Drilling Fluid: Lifeblood of the Well
Drilling fluids are referred to as mud. You can see why. |
In 1900, while drilling an oil well in Spindletop, Texas, workers ran a herd of cattle through a pit filled with water. The mud that resulted, a viscous, muddy slurry of water and clay, was pumped into the borehole. Drilling fluids are still called mud, but engineers no longer rely only on water and clay. Instead, they carefully design compounds and mixtures to meet specific needs under various drilling conditions. Modern drilling fluids are truly the lifeblood of the well. Today's deep wells could not exist without them.
History
Long ago, people drilled for water, not for oil. In fact, they were annoyed when they accidentally found oil since it contaminated the water! Early wells were drilled to provide water for drinking, washing, and irrigation, and for brine, used as a source of salt. It was only in the 19th century that drilling for oil became widespread as industrialization increased the need for petroleum products.
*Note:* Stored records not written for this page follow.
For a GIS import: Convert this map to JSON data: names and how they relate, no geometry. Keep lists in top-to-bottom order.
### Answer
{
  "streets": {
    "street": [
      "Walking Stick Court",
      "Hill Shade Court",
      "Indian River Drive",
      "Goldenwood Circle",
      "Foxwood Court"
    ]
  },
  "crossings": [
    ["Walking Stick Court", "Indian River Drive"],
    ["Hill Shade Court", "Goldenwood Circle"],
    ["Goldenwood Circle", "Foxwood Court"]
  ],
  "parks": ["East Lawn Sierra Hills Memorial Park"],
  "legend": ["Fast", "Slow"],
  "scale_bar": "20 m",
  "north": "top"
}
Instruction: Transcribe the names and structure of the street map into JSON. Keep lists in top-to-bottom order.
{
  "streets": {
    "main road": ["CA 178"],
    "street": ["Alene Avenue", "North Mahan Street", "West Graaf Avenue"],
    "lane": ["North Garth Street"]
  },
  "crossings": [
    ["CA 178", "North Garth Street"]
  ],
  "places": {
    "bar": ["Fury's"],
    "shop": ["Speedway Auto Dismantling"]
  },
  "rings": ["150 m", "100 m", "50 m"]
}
Rotary drilling from an offshore rig. |
The earliest records of well drilling date back to the 3rd century B.C.E. in China. The technique—cable-tool drilling—involved dropping a heavy metal drilling tool and removing the pulverized rock with a tubular container. The Chinese were relatively advanced in this art and are credited with the first intentional use of fluids in the process of drilling. The fluid used was water. It softened the rock, making penetration easier, and aided in the removal of the pieces of pulverized rock known as cuttings. (It is important to remove the cuttings from the borehole so the drill bit is free to dig further.)
In 1833 a French engineer named Flauville was watching a cable-tool-drilling operation in which the drilling apparatus struck water. He realized that the gushing water was very effective in lifting the cuttings out of the well. The principle of using moving fluid to remove cuttings from the well bore was established. He conceived of an assembly in which water would be pumped down the inside of a drilling rod and carry cuttings with it as it returned to the surface in the space between the drilling rod and the wall of the well bore. This procedure remains standard today.
Rotary drilling has largely replaced cable-tool drilling. With this technique the drill bit is at the tip of a rotating pipe. The process is similar to that used with a handheld electric drill or auger that you might use to drill into a piece of wood. But instead of drilling a few centimeters or inches into wood, modern oil wells may reach thousands of meters or feet into the ground. When wood is being drilled the cuttings are cleared out of the hole by way of spiral grooves along the shaft. This works for a shallow hole but not for a deep well. In the latter case, the cuttings are carried up to the surface along with the circulating mud.
As wells get deeper, drilling fluids have taken on increased importance, serving a number of purposes and solving a variety of problems that vary greatly from place to place.